Exercise details: Repeat the data exactly as it stands.
*** Records for processing ***
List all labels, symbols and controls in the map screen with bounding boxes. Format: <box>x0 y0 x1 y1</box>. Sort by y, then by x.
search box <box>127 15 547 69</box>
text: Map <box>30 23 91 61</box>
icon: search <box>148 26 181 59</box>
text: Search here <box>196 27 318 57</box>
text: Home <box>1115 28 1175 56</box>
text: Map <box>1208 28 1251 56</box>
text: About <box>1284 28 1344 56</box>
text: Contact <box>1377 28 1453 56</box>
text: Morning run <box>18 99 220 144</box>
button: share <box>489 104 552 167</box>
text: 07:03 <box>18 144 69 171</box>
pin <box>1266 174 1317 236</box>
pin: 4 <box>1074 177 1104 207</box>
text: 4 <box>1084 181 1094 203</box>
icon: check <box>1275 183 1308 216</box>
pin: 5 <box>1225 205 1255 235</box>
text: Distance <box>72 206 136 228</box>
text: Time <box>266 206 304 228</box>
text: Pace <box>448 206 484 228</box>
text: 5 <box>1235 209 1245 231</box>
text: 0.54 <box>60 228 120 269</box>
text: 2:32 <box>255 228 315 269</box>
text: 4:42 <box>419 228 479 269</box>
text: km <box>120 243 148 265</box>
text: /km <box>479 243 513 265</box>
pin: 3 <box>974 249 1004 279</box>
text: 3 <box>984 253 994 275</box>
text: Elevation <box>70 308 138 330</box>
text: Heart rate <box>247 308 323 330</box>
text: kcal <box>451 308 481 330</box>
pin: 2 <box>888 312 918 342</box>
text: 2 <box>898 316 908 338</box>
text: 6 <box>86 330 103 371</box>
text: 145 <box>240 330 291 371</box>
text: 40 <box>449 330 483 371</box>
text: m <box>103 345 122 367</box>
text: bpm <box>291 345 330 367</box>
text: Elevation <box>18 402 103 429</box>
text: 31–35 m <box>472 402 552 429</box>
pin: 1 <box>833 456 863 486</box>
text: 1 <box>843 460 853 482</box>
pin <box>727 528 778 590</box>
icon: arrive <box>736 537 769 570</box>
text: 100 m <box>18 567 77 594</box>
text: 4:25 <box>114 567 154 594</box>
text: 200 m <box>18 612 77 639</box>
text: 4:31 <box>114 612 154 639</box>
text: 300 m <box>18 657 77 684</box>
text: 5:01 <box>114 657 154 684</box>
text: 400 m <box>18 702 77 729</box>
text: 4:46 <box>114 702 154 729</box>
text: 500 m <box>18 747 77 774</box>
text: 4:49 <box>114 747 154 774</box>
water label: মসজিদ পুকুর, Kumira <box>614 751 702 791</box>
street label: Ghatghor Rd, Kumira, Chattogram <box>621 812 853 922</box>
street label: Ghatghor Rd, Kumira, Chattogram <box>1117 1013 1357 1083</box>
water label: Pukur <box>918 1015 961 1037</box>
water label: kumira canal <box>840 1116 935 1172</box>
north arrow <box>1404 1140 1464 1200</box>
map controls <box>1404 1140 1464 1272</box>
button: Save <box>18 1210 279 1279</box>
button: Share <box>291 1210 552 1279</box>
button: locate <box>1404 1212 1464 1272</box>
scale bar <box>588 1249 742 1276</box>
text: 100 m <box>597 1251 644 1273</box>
***
Result for this exercise:
List all labels, symbols and controls in the map screen with bounding boxes. Format: <box>x0 y0 x1 y1</box>. Sort by y, then by x.
search box <box>127 15 547 69</box>
text: Map <box>30 23 91 61</box>
icon: search <box>148 26 181 59</box>
text: Search here <box>196 27 318 57</box>
text: Home <box>1115 28 1175 56</box>
text: Map <box>1208 28 1251 56</box>
text: About <box>1284 28 1344 56</box>
text: Contact <box>1377 28 1453 56</box>
text: Morning run <box>18 99 220 144</box>
button: share <box>489 104 552 167</box>
text: 07:03 <box>18 144 69 171</box>
pin <box>1266 174 1317 236</box>
pin: 4 <box>1074 177 1104 207</box>
text: 4 <box>1084 181 1094 203</box>
icon: check <box>1275 183 1308 216</box>
pin: 5 <box>1225 205 1255 235</box>
text: Distance <box>72 206 136 228</box>
text: Time <box>266 206 304 228</box>
text: Pace <box>448 206 484 228</box>
text: 5 <box>1235 209 1245 231</box>
text: 0.54 <box>60 228 120 269</box>
text: 2:32 <box>255 228 315 269</box>
text: 4:42 <box>419 228 479 269</box>
text: km <box>120 243 148 265</box>
text: /km <box>479 243 513 265</box>
pin: 3 <box>974 249 1004 279</box>
text: 3 <box>984 253 994 275</box>
text: Elevation <box>70 308 138 330</box>
text: Heart rate <box>247 308 323 330</box>
text: kcal <box>451 308 481 330</box>
pin: 2 <box>888 312 918 342</box>
text: 2 <box>898 316 908 338</box>
text: 6 <box>86 330 103 371</box>
text: 145 <box>240 330 291 371</box>
text: 40 <box>449 330 483 371</box>
text: m <box>103 345 122 367</box>
text: bpm <box>291 345 330 367</box>
text: Elevation <box>18 402 103 429</box>
text: 31–35 m <box>472 402 552 429</box>
pin: 1 <box>833 456 863 486</box>
text: 1 <box>843 460 853 482</box>
pin <box>727 528 778 590</box>
icon: arrive <box>736 537 769 570</box>
text: 100 m <box>18 567 77 594</box>
text: 4:25 <box>114 567 154 594</box>
text: 200 m <box>18 612 77 639</box>
text: 4:31 <box>114 612 154 639</box>
text: 300 m <box>18 657 77 684</box>
text: 5:01 <box>114 657 154 684</box>
text: 400 m <box>18 702 77 729</box>
text: 4:46 <box>114 702 154 729</box>
text: 500 m <box>18 747 77 774</box>
text: 4:49 <box>114 747 154 774</box>
water label: মসজিদ পুকুর, Kumira <box>614 751 702 791</box>
street label: Ghatghor Rd, Kumira, Chattogram <box>621 812 853 922</box>
street label: Ghatghor Rd, Kumira, Chattogram <box>1117 1013 1357 1083</box>
water label: Pukur <box>918 1015 961 1037</box>
water label: kumira canal <box>840 1116 935 1172</box>
north arrow <box>1404 1140 1464 1200</box>
map controls <box>1404 1140 1464 1272</box>
button: Save <box>18 1210 279 1279</box>
button: Share <box>291 1210 552 1279</box>
button: locate <box>1404 1212 1464 1272</box>
scale bar <box>588 1249 742 1276</box>
text: 100 m <box>597 1251 644 1273</box>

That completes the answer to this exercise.